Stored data
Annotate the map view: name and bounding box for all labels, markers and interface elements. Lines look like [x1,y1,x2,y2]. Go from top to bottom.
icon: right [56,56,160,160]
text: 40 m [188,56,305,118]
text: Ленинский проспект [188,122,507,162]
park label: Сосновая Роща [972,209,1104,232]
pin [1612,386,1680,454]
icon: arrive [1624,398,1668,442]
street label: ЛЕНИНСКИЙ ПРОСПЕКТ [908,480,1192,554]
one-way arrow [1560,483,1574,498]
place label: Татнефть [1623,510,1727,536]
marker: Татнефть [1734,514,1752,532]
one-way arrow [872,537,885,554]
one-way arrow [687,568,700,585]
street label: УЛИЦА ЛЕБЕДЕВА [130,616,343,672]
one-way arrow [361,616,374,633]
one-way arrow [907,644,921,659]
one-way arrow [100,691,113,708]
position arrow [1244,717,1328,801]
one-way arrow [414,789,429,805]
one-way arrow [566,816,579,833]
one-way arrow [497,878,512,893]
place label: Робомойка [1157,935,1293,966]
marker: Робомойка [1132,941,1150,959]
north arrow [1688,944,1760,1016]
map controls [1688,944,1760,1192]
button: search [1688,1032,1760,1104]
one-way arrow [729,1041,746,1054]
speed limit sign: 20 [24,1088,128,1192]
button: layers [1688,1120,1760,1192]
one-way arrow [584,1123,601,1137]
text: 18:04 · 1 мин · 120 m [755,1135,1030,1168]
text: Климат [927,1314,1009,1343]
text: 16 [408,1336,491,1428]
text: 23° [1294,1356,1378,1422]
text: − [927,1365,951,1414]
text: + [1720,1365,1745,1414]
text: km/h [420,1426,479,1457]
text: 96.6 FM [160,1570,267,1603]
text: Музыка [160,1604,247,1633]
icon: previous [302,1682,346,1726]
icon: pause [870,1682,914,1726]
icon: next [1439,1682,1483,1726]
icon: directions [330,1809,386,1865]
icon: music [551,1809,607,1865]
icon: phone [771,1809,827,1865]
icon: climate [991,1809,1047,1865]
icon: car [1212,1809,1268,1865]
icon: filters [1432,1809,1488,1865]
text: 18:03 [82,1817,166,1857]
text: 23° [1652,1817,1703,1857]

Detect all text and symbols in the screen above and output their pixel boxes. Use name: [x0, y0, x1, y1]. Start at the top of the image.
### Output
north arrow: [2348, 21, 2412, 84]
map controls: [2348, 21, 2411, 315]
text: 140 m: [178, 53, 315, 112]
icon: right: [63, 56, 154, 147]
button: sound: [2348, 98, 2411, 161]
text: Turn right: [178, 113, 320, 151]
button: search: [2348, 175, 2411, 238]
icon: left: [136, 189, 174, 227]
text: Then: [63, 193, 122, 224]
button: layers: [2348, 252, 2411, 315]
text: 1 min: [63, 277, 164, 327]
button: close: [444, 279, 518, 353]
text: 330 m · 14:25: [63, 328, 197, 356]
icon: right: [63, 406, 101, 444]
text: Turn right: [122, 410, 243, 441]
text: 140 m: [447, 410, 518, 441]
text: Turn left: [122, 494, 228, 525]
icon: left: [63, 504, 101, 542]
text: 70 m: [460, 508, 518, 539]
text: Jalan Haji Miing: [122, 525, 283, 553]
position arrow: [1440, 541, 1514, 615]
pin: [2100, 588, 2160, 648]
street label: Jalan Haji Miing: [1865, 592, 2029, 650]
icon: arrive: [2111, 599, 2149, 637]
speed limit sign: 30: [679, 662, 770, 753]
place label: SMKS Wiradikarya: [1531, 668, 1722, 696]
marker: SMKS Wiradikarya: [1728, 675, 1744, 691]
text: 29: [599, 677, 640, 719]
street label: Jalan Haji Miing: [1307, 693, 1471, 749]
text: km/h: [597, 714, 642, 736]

__What to work on__. Print the data in full, with each line exactly as given.

__Solution for this task__.
Annotate the map view: name and bounding box for all labels, markers and interface elements. Lines look like [x1,y1,x2,y2]. Go from top to bottom.
icon: right [56,56,160,160]
text: 40 m [188,56,305,118]
text: Ленинский проспект [188,122,507,162]
park label: Сосновая Роща [972,209,1104,232]
pin [1612,386,1680,454]
icon: arrive [1624,398,1668,442]
street label: ЛЕНИНСКИЙ ПРОСПЕКТ [908,480,1192,554]
one-way arrow [1560,483,1574,498]
place label: Татнефть [1623,510,1727,536]
marker: Татнефть [1734,514,1752,532]
one-way arrow [872,537,885,554]
one-way arrow [687,568,700,585]
street label: УЛИЦА ЛЕБЕДЕВА [130,616,343,672]
one-way arrow [361,616,374,633]
one-way arrow [907,644,921,659]
one-way arrow [100,691,113,708]
position arrow [1244,717,1328,801]
one-way arrow [414,789,429,805]
one-way arrow [566,816,579,833]
one-way arrow [497,878,512,893]
place label: Робомойка [1157,935,1293,966]
marker: Робомойка [1132,941,1150,959]
north arrow [1688,944,1760,1016]
map controls [1688,944,1760,1192]
button: search [1688,1032,1760,1104]
one-way arrow [729,1041,746,1054]
speed limit sign: 20 [24,1088,128,1192]
button: layers [1688,1120,1760,1192]
one-way arrow [584,1123,601,1137]
text: 18:04 · 1 мин · 120 m [755,1135,1030,1168]
text: Климат [927,1314,1009,1343]
text: 16 [408,1336,491,1428]
text: 23° [1294,1356,1378,1422]
text: − [927,1365,951,1414]
text: + [1720,1365,1745,1414]
text: km/h [420,1426,479,1457]
text: 96.6 FM [160,1570,267,1603]
text: Музыка [160,1604,247,1633]
icon: previous [302,1682,346,1726]
icon: pause [870,1682,914,1726]
icon: next [1439,1682,1483,1726]
icon: directions [330,1809,386,1865]
icon: music [551,1809,607,1865]
icon: phone [771,1809,827,1865]
icon: climate [991,1809,1047,1865]
icon: car [1212,1809,1268,1865]
icon: filters [1432,1809,1488,1865]
text: 18:03 [82,1817,166,1857]
text: 23° [1652,1817,1703,1857]

Detect all text and symbols in the screen above and output their pixel boxes. Use name: [x0, y0, x1, y1]. Start at the top of the image.
### Output
north arrow: [2348, 21, 2412, 84]
map controls: [2348, 21, 2411, 315]
text: 140 m: [178, 53, 315, 112]
icon: right: [63, 56, 154, 147]
button: sound: [2348, 98, 2411, 161]
text: Turn right: [178, 113, 320, 151]
button: search: [2348, 175, 2411, 238]
icon: left: [136, 189, 174, 227]
text: Then: [63, 193, 122, 224]
button: layers: [2348, 252, 2411, 315]
text: 1 min: [63, 277, 164, 327]
button: close: [444, 279, 518, 353]
text: 330 m · 14:25: [63, 328, 197, 356]
icon: right: [63, 406, 101, 444]
text: Turn right: [122, 410, 243, 441]
text: 140 m: [447, 410, 518, 441]
text: Turn left: [122, 494, 228, 525]
icon: left: [63, 504, 101, 542]
text: 70 m: [460, 508, 518, 539]
text: Jalan Haji Miing: [122, 525, 283, 553]
position arrow: [1440, 541, 1514, 615]
pin: [2100, 588, 2160, 648]
street label: Jalan Haji Miing: [1865, 592, 2029, 650]
icon: arrive: [2111, 599, 2149, 637]
speed limit sign: 30: [679, 662, 770, 753]
place label: SMKS Wiradikarya: [1531, 668, 1722, 696]
marker: SMKS Wiradikarya: [1728, 675, 1744, 691]
text: 29: [599, 677, 640, 719]
street label: Jalan Haji Miing: [1307, 693, 1471, 749]
text: km/h: [597, 714, 642, 736]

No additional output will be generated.